At first you might surprised that the Intel chips win here, as this was one of the benchmarks where AMD's high-end CPUs excel. But of course, we should not forget that the Magny-cours chips like the Opteron 6174 had twice as many cores as its Xeon competitors. The "Lisbon" CPU only has 50% more cores than its typical Xeon alternatives.

Idle Power Use
According to AMD, the key market for the low power "Lisbon" Opteron EE and HE is the cloud and web hosting space, where achieving the lowest power consumption possible is priority number one. So we measured the idle power draw running vSphere 4.1. The power policy selected was "Balanced".

idle power test

Before we start analyzing the numbers, we must say that the Intel platform can probably go lower. It is possible to use a 450W PSU in this server, but we only had the 650W version available. This is an 80 Plus Silver certified PSU, so it should be at least 75% efficient at 10% load and 85% efficient at 20% load, and we're at around 15% load for this test. Although the idle numbers might be somewhat high for the Intel platform, our real-world power numbers on the next page shouldn't be off by more than a few watts, and those real-world numbers are the ones that count.
The AMD system came equipped with 16GB of low power DIMMs, but we did not use them for this test. The reason is that our vApusMark II takes 14GB per tile, and our standard test for dual socket systems is to use two tiles. Those two tiles need at least 28GB of RAM, plus some space for the ESX console and hypervisor (0.3 to 0.8 G RAM for the console + 0.5GB to 1GB for the vmkernel). We can show you what effect these low power DIMMs have at idle:

idle power test, Opteron 4162 with different RAMs

Even at idle, a hypervisor has more work to do than a supervisor OS like Windows 2008 R2. The result is a 10% higher power draw at idle. Each regular 1.5V DDR3 DIMM seems to take 0.5W at idle (2 Watt/4).
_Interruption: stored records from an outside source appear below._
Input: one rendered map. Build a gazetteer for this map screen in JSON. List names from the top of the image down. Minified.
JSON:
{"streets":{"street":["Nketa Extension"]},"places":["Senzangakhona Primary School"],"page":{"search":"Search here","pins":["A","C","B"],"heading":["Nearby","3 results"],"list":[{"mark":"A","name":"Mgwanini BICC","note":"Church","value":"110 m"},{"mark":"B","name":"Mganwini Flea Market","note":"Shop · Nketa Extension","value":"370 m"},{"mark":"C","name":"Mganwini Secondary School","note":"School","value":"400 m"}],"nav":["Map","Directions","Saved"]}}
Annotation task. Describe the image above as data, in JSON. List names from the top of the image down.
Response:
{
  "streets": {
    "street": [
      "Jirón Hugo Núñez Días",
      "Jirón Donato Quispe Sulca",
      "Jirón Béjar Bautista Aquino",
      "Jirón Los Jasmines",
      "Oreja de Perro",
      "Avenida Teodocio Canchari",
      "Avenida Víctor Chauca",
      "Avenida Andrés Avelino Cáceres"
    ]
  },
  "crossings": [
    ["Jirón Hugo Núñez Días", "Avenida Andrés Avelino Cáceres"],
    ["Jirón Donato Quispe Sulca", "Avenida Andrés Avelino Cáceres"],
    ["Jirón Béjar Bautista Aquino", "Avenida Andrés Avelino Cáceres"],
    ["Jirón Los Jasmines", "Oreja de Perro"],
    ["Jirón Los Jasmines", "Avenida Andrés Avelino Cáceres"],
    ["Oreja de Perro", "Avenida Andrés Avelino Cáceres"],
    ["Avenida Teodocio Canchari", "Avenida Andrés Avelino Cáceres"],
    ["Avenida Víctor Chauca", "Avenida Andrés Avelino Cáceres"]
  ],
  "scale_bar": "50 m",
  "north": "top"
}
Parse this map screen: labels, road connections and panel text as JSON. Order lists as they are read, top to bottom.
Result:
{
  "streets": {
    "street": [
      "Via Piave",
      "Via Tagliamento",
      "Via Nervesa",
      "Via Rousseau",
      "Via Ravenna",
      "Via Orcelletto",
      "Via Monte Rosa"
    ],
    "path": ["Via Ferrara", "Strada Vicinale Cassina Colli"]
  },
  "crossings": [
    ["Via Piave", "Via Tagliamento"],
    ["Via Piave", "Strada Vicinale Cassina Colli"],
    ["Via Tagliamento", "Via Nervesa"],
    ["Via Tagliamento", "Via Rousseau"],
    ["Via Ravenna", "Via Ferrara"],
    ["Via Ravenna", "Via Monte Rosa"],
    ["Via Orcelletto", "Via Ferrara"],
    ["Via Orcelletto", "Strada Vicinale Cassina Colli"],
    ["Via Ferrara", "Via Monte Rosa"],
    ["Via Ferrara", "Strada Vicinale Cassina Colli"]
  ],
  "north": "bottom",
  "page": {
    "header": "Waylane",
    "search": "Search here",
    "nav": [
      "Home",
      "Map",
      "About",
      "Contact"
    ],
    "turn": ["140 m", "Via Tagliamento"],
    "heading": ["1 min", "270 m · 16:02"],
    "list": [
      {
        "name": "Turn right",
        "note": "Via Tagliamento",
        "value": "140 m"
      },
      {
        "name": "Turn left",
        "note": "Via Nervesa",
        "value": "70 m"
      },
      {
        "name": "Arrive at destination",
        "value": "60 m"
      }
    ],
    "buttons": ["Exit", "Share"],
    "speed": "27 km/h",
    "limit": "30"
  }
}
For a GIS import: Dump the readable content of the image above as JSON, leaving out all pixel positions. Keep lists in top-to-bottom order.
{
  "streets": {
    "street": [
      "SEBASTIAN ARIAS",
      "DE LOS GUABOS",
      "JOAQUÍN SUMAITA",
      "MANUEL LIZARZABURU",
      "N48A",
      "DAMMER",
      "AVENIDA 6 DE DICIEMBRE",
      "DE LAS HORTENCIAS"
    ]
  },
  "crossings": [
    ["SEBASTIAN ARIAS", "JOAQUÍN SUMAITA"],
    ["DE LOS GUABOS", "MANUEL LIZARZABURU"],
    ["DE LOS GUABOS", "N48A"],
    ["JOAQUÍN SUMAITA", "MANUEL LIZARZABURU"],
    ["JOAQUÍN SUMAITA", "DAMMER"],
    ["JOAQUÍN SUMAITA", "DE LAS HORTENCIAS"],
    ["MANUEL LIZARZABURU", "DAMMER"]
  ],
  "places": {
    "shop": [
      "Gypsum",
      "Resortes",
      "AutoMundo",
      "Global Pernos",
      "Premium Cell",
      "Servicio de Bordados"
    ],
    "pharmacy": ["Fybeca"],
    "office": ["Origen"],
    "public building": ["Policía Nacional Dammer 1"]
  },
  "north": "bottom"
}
If you replace four regular DDR3 DIMMs with four low power DIMMs at 1.35V, you can cut the RAM power draw in half. Low power DIMMs seem to save 0.3W per DIMM (1.2W / 4) at idle. So all in all, the RAM subsystems seems to draw little power at idle.
When the SQL server 2008 was running at 90% CPU load we measured a difference of 4.9W between four low power and 1.5V DDR-3 DIMMs. So low power DIMMs save you about 1.25W per 4 GB DIMM.

Real-World Power Use
In the real world you do not run your virtualized servers at their maximum just to measure the potential performance, but neither do they run idle. The user base will create a certain workload and expect this workload to be performed with the lowest response times. The general idea behind this new benchmark scenario is that each server runs exactly the same workload and that we then measure the amount of energy consumed. 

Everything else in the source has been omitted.